Exercise brief: Starting with the line that contains "For a GIS import: Summarize" and stopping after the line that contains "I am building", return each line below exactly as written, with no others.
Supplied data Start Marker
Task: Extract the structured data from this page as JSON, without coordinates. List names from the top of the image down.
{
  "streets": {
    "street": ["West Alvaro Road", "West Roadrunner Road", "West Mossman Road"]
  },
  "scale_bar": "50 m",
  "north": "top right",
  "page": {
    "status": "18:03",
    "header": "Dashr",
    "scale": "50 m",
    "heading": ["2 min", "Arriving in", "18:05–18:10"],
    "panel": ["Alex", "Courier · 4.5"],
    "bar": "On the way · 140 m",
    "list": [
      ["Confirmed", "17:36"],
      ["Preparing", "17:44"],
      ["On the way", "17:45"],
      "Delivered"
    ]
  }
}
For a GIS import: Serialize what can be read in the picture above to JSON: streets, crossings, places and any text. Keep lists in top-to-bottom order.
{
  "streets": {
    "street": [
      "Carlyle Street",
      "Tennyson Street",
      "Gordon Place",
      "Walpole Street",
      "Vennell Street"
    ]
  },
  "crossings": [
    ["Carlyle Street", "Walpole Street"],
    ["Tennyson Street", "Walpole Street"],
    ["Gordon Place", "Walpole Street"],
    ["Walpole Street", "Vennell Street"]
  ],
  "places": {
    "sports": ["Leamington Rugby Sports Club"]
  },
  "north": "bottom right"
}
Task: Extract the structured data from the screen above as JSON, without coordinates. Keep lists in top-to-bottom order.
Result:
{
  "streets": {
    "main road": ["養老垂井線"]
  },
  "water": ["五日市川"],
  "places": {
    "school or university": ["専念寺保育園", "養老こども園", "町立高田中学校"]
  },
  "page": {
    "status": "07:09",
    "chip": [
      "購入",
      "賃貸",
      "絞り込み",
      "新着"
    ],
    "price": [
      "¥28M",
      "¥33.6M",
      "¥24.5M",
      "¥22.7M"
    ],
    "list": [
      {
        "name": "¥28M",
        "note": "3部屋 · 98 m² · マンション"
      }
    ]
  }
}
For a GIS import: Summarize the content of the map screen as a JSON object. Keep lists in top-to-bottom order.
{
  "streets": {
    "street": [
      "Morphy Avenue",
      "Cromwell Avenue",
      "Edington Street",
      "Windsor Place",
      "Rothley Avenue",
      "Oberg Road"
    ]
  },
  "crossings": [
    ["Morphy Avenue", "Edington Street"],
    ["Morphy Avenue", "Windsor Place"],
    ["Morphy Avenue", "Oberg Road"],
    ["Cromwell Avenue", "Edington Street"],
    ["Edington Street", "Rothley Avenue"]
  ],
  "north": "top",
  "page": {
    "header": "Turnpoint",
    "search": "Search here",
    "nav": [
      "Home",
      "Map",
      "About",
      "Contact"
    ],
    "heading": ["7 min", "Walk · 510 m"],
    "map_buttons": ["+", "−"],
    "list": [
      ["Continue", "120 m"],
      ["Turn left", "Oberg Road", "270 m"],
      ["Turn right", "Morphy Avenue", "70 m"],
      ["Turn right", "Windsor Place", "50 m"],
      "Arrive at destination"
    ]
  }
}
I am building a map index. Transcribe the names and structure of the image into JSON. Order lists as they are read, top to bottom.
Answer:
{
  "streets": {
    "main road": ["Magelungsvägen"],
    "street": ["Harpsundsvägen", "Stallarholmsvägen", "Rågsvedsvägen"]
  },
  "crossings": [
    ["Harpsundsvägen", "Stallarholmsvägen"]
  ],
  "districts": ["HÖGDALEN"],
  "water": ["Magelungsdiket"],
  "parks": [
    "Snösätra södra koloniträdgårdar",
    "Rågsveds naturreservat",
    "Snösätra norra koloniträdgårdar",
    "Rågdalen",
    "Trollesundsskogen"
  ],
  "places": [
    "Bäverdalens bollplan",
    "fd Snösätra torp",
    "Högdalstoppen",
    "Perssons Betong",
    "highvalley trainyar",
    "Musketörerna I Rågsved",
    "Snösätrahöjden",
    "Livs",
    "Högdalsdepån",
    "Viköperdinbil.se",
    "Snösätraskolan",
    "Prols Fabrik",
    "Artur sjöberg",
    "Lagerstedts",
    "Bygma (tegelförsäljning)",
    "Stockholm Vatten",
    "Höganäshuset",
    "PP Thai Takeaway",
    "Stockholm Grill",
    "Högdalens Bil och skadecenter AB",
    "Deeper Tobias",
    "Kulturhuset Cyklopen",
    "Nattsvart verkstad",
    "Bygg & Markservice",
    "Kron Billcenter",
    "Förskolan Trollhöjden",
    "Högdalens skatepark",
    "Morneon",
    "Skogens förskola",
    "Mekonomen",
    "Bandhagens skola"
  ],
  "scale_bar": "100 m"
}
Supplied data End Marker
Reply to the task:
For a GIS import: Summarize the content of the map screen as a JSON object. Keep lists in top-to-bottom order.
{
  "streets": {
    "street": [
      "Morphy Avenue",
      "Cromwell Avenue",
      "Edington Street",
      "Windsor Place",
      "Rothley Avenue",
      "Oberg Road"
    ]
  },
  "crossings": [
    ["Morphy Avenue", "Edington Street"],
    ["Morphy Avenue", "Windsor Place"],
    ["Morphy Avenue", "Oberg Road"],
    ["Cromwell Avenue", "Edington Street"],
    ["Edington Street", "Rothley Avenue"]
  ],
  "north": "top",
  "page": {
    "header": "Turnpoint",
    "search": "Search here",
    "nav": [
      "Home",
      "Map",
      "About",
      "Contact"
    ],
    "heading": ["7 min", "Walk · 510 m"],
    "map_buttons": ["+", "−"],
    "list": [
      ["Continue", "120 m"],
      ["Turn left", "Oberg Road", "270 m"],
      ["Turn right", "Morphy Avenue", "70 m"],
      ["Turn right", "Windsor Place", "50 m"],
      "Arrive at destination"
    ]
  }
}
I am building a map index. Transcribe the names and structure of the image into JSON. Order lists as they are read, top to bottom.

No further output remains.